Cable / Telecom News

DATA CENTRES: Amazon Web Services comes north, wants to partner with telcos

Eric Gales, Amazon Canada.jpg

TORONTO – Amazon Web Services (AWS) has been setting up data centres around the world offering a wide range of compute and analytics services in competition and partnership with local service providers and on Thursday it announced it has come to Canada, opening two data centres here – as promised earlier in the year .

Now it’s looking to partner with telecommunications firms to resell its services.

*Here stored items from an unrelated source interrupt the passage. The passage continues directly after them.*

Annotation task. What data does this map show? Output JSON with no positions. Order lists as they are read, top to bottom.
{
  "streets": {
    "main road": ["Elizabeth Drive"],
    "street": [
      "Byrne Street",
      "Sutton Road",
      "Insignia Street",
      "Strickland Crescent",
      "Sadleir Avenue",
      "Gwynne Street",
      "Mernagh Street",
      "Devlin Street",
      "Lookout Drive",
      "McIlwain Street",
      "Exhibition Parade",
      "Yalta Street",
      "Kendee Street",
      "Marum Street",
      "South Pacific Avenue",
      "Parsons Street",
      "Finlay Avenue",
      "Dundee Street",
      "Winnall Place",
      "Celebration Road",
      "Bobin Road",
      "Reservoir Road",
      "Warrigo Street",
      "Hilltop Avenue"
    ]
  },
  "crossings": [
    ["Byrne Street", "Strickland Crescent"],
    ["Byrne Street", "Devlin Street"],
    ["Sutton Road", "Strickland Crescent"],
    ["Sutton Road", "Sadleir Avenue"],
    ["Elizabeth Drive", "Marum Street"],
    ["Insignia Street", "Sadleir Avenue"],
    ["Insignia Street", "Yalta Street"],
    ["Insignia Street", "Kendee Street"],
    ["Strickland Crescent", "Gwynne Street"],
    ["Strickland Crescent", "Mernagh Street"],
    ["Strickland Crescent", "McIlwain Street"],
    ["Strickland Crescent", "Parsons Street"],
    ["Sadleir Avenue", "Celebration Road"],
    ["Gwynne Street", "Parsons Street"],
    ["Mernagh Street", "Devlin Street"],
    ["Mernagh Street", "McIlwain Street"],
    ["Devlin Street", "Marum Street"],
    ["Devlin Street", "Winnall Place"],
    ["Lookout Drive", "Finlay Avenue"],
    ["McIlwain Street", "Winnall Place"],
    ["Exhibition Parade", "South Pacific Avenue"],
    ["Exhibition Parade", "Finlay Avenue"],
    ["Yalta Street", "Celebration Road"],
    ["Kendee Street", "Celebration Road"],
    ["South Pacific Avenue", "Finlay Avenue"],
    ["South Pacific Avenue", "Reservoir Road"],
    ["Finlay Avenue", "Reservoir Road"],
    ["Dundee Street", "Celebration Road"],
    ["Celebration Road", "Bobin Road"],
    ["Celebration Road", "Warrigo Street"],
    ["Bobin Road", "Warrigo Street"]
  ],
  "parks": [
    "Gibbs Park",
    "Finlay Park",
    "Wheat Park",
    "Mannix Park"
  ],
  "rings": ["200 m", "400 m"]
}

“If you look around the world there are many telco partners who work with us closely to take our services to market and offer complimentary services to the AWS platform,” AWS Canada director Eric Gales (pictured) said in an interview, “so you can certainly anticipate that we are talking to those kinds of companies in Canada as well to explore those opportunities.”

He didn’t say who his targets are, but the logical ones are Bell Canada, Telus, Rogers Communications and Shaw Communications, each of whom also have their own data centre businesses.

There are a wide range of ways Amazon partners with service providers. For example, in the U.S. Verizon Enterprise Solutions can link customers using its secure cloud interconnect service for its private IP Multiprotocol Label Switching (MPLS) or Ethernet networks to AWS and Microsoft’s similar Azure cloud services.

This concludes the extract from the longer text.